2019 CSCE Annual Conference - Laval (Greater Montreal) Conference
Dr. Pedram Sadeghian, Dalhousie University
Pipes are majorly used as culverts, storm water drains, sewers, oil and gas lines, and water conduits. Over time, these deteriorate and necessitate rehabilitation, in order to increase the service life of structure. Bonding a fiber-reinforced polymer (FRP) liner inside the pipe, is an effective rehabilitation technique to increase the strength and stiffness of deteriorated pipes. To do so, it is very important to know the structural behavior and mechanical properties of the FRP liner subjected to loading. This paper discusses the results of solid wall FRP liners with four layers of FRP, subjected to compressive transverse loading. A customized compression testing machine with string pots to measure the diametrical change and a load cell, was set up to test the liners under parallel-plate loading test method.
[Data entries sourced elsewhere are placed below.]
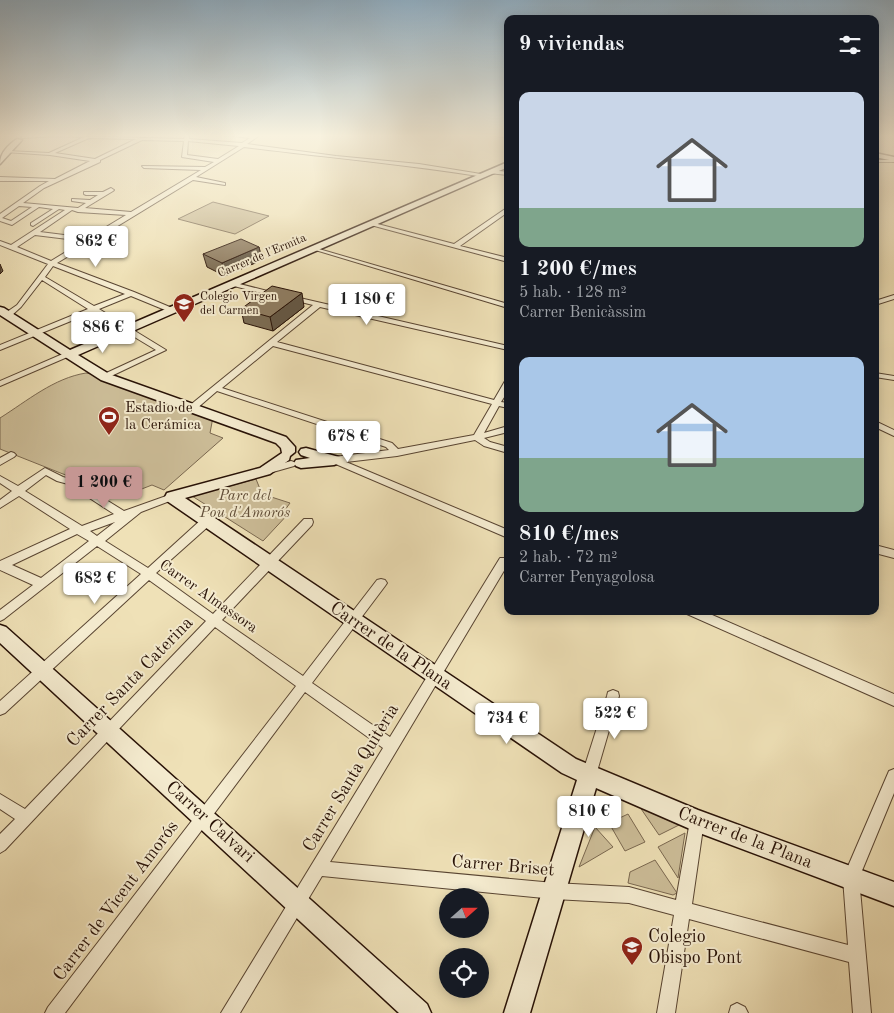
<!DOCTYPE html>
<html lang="es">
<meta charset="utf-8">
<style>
:root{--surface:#171b24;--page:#242831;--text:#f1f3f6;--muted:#9ea1a6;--accent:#c59692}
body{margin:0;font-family:"Old Standard TT",serif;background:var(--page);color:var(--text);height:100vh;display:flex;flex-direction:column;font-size:19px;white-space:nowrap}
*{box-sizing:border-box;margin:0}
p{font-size:16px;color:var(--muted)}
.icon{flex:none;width:28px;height:28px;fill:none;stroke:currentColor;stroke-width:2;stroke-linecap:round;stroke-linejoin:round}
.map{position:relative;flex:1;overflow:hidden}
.drawer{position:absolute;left:504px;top:15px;width:375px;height:600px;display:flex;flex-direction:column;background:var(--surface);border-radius:10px;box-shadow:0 2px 12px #0003}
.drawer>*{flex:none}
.needle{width:32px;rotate:69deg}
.controls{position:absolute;left:439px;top:888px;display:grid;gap:10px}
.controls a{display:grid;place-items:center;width:50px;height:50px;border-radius:50%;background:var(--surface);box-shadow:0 2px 12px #0003;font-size:25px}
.price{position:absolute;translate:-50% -42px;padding:0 11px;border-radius:5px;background:#fff;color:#222;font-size:16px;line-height:32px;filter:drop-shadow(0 1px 2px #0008)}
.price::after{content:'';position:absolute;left:50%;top:30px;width:15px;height:11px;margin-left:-8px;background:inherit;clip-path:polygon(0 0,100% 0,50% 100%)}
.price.current{background:var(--accent);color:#111}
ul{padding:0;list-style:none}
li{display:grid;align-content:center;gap:10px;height:265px;padding:0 15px}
li span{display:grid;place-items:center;height:155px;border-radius:10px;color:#555}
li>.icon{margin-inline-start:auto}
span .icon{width:90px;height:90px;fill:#fffc;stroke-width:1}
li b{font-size:21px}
h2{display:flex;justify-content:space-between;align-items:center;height:60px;padding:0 15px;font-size:21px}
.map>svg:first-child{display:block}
.green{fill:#cdbe99;stroke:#7a6850}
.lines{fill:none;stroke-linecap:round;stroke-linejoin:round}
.street-casing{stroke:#594532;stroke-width:2}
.secondary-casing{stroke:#271106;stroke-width:3}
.street{fill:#f5ecd0;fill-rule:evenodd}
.secondary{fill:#f5ecd0;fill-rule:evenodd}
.wall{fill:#7b6c54;stroke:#271106}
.shaded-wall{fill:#645845;stroke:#271106}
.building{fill:#8f7d62;stroke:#271106}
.labels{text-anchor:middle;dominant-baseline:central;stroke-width:4;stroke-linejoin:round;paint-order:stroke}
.far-street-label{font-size:12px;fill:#271106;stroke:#f5ecd0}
.far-poi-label{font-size:12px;fill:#271106;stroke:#f5ecd0;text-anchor:start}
.poi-label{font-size:15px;fill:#271106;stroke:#f5ecd0;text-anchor:start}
.park-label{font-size:15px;font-style:italic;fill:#614e39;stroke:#f5ecd0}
.street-label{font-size:15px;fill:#271106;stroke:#f5ecd0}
.near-street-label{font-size:18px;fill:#271106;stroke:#f5ecd0}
.near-poi-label{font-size:18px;fill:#271106;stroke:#f5ecd0;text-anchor:start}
</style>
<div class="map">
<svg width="894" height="1013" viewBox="0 0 894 1013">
<rect width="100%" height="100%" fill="#efe1b7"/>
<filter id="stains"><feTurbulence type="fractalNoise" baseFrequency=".004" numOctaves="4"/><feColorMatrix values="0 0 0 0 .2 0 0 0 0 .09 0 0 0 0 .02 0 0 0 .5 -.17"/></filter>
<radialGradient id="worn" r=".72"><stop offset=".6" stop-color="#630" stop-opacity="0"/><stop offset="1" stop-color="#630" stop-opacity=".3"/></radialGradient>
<path class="green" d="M213 202 269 216 235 234 178 219Z
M86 373 97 375 213 417 210 433 223 438 164 490 152 485 121 497 0 449V418C27 401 54 378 86 373Z
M256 479 262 494 290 503 285 510 290 512 263 541 192 496Z
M635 800 683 823 659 835Z
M628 814 645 842 625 851 609 823Z
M595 827 613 847 579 867Z
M685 833 678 878 658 847Z
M655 860 677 893 673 895 628 883 630 872Z"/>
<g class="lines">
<g class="street-casing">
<path id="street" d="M38 135 184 139 185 135H187L189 136V139L242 143 250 138 225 135H260L247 144 336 156 419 164 487 175 484 177C404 164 324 157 244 147L196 177 225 183V185L193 180 57 263 134 292 177 310 170 312 131 296 99 309 166 350 105 379H102V375L156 350 93 312 0 350V345L88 309 42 280 21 307 11 316 4 314 17 305 48 264 0 245V241L11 245 65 210 59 209 33 226 31 225V223L53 209 39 207 12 225 0 221V214L40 186 49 181H0V177L55 179 90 161 50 155 5 152 7 151 49 153 84 137 56 136 23 138 21 137ZM89 138 136 139 95 159 55 153ZM142 140 184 141 182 157 214 162 205 167 142 166 144 168 201 170 131 212 85 208 113 191 114 190 111 188 103 192H84V194L86 195H98L90 200 72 199V201L86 203 78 208 23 203 44 188 100 162V160ZM188 141 239 146 218 159 187 155ZM19 206 32 207 11 221 2 218ZM72 210 78 212 126 215 88 238 40 232ZM35 235 84 241 51 261 17 247ZM53 266 125 294 94 306 45 277Z
M490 135 508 136V138Z
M875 160H894V162H875Z
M490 170 508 172V175L488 173Z
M508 207V212L460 246 508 258V262L367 224 370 222 454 244Z
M312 247 508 304V308L312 249Z
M232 282 279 294 280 295 277 297 230 285V283Z
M894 295V299L875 305V301Z
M291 296 508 346V350L320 307 277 342 494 400 505 381H508V391L501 402 508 403V408L499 406 484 433 508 426V432L484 438 490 442 508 447V453L484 446 475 440 397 456 346 462 508 530V538L331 462 329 460 334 457 389 450 386 447 217 391 195 410H189L188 408 189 406 313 305 289 299V297ZM273 346 492 404 474 435 398 449 392 443 222 388Z
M65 353H71L72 355 0 386V381Z
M875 373 894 376V380L875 377Z
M875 421 894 430V436L875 427Z
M11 452 14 453 16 455 14 457 0 465V458Z
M291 461 294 462 296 464 294 466 266 474 261 471 263 469Z
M45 468 63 477 74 480 124 511 169 495H175L177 497 175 499 141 512 105 541 148 568 203 518H211L212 521 211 524 156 573 213 614 304 519H312L313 522 312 525 222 620 303 676 377 580 381 579 385 580 387 583 385 586 312 683 390 737 500 558H508V564L330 862 554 883 629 887 676 900 690 821 692 816 697 814 702 816 704 821 692 904 848 945 843 878 889 771 894 769V793L859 878 871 1013H853L849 962 689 919 675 1013H657L674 915 629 903 554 899 322 876 240 1013H221L383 748 305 692 65 1013H45L48 1007 296 686 215 627 5 850 0 853V834L15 819 0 809V794L25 809 206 621 149 580 5 713 0 715V701L141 574 97 546 4 619 0 621V610L33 585 0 570V561L70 529 19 496 0 508V500L12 491 0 483V476L18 486ZM46 475 57 481 68 484 114 514 82 526 25 491ZM115 522 97 536 90 531ZM77 534 89 541 41 578 12 565Z
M875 545 894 550V558L875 553Z
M685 611H703L894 694V706L687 614Z
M613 690 618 692 619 696 596 775 594 780 589 782 584 780 582 775 607 696 608 692Z
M737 1003 745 1007 748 1013H729L731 1006Z"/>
</g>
<g class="secondary-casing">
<path id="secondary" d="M17 139 22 140 0 164C0 153 8 145 17 139Z
M875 153 894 157V161L875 157Z
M508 162V167L78 355 109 374 286 437 295 447V452L290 456 289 460 270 474 185 498 576 759 698 810 894 882V906L697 832 596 788 530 1013H504L577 780 562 773 167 501 165 497 167 493 260 468 282 453 281 448 276 443 101 380 0 315V307L4 308 70 350Z
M306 448 339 457 341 460 339 463 334 465 301 468 296 466 294 463 296 460 310 458 301 455 299 452 301 449Z
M0 625 6 627 427 1004 431 1013H399L0 643Z"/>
</g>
<use href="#street" class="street"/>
<use href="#secondary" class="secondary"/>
</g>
<path class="wall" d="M259 247 262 260 225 276 207 267 203 254Z
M304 307 273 331 244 323 241 309Z"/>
<path class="shaded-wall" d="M259 247 262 260 225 276 222 263Z
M0 264 3 271 0 274Z
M302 293 304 307 273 331 270 317Z"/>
<path class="building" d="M241 239 259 247 222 263 203 254Z
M272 286 302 293 270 317 241 309Z"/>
<linearGradient id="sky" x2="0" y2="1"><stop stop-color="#8faabc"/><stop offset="0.49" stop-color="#f8f2df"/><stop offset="1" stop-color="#f8f2df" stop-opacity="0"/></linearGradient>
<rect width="894" height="277" fill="url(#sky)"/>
<defs>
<g id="school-pin" transform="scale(1.125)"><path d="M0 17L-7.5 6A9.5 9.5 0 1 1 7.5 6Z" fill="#8f2418" stroke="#f5ecd0"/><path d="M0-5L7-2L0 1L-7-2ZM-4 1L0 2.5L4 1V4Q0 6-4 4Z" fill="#fff"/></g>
<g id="stadium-pin" transform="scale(1.125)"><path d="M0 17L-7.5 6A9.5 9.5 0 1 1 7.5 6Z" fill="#8f2418" stroke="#f5ecd0"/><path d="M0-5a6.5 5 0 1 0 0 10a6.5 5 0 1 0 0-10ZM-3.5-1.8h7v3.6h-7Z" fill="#fff"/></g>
</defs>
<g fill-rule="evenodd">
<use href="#school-pin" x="184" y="304"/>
<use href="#stadium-pin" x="109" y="417"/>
<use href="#school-pin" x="632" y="947"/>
</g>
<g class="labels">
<g class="far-street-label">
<text transform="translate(262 256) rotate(-23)">Carrer de l'Ermita</text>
</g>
<g class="far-poi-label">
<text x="200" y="297">Colegio Virgen<tspan x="200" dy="14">del Carmen</tspan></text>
</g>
<g class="poi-label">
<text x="125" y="408">Estadio de<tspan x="125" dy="17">la Cerámica</tspan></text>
</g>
<g class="park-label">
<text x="245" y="496">Parc del<tspan x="245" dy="17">Pou d'Amorós</tspan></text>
</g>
<g class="street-label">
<text transform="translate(208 597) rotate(35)">Carrer Almassora</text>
</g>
<g class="near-street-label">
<text transform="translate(391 646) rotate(34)">Carrer de la Plana</text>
<text transform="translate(130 682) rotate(-46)">Carrer Santa Caterina</text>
<text transform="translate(351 778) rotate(-59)">Carrer Santa Quitèria</text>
<text transform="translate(210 822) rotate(42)">Carrer Calvari</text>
<text transform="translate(745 838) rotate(21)">Carrer de la Plana</text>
<text transform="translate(503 866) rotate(5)">Carrer Briset</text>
<text transform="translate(116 901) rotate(-53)">Carrer de Vicent Amorós</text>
</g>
<g class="near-poi-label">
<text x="648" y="937">Colegio<tspan x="648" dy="21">Obispo Pont</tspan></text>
</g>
</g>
<rect width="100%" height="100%" filter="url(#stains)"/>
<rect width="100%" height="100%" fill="url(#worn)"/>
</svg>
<div class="controls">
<a><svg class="needle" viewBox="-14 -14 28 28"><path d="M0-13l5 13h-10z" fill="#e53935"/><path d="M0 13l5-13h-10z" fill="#9ea1a6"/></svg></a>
<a><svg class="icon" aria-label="locate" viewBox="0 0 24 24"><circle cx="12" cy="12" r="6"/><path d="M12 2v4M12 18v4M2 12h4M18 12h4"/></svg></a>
</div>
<b class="price" style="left:96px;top:268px">862 €</b>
<b class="price" style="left:367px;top:326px">1 180 €</b>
<b class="price" style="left:103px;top:354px">886 €</b>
<b class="price" style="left:348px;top:463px">678 €</b>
<b class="price current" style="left:104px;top:509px">1 200 €</b>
<b class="price" style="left:95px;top:605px">682 €</b>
<b class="price" style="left:615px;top:740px">522 €</b>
<b class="price" style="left:507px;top:745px">734 €</b>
<b class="price" style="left:589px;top:838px">810 €</b>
<section class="drawer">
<h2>9 viviendas<svg class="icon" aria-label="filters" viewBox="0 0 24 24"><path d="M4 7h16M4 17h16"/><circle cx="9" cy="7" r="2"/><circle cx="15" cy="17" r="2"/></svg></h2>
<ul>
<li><span style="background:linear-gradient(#c9d6e8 75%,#7fa58c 0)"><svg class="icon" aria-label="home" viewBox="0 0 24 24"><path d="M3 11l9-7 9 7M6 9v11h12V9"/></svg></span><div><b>1 200 €/mes</b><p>5 hab. · 128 m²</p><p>Carrer Benicàssim</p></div></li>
<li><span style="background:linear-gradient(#a9c7e8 65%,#7fa58c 0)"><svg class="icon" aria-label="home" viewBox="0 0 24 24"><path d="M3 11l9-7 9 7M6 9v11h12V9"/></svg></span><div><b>810 €/mes</b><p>2 hab. · 72 m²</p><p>Carrer Penyagolosa</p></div></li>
</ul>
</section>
</div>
Four specimens of glass FRP (GFRP) and two specimens of carbon FRP (CFRP) liners, having an average internal diameter of 333 mm were tested to find the diametrical change, stiffness factor (SF) and pipe stiffness (PS) at 5% and 10% diametrical change. Both GFRP and CFRP liners started cracking at springline. Also, the CFRP pipes lifted at the invert with crackling sound of the individual fibers breaking continuously until failure. GFRP liners reached an average peak load of 11.5 kN, whereas the CFRP liners reached 13.0 kN. An analytical model for diametrical deflection both in vertical and horizontal direction and their corresponding strains at spring line and crown/invert were developed to substantiate the geometrical non-linearity theoretically. The model is in good agreement with the experimental data, where the SF at 5% diametrical deflection matched with the model SF for GFRP and CFRP liners with an accuracy of 99.9% and 92.2%, respectively.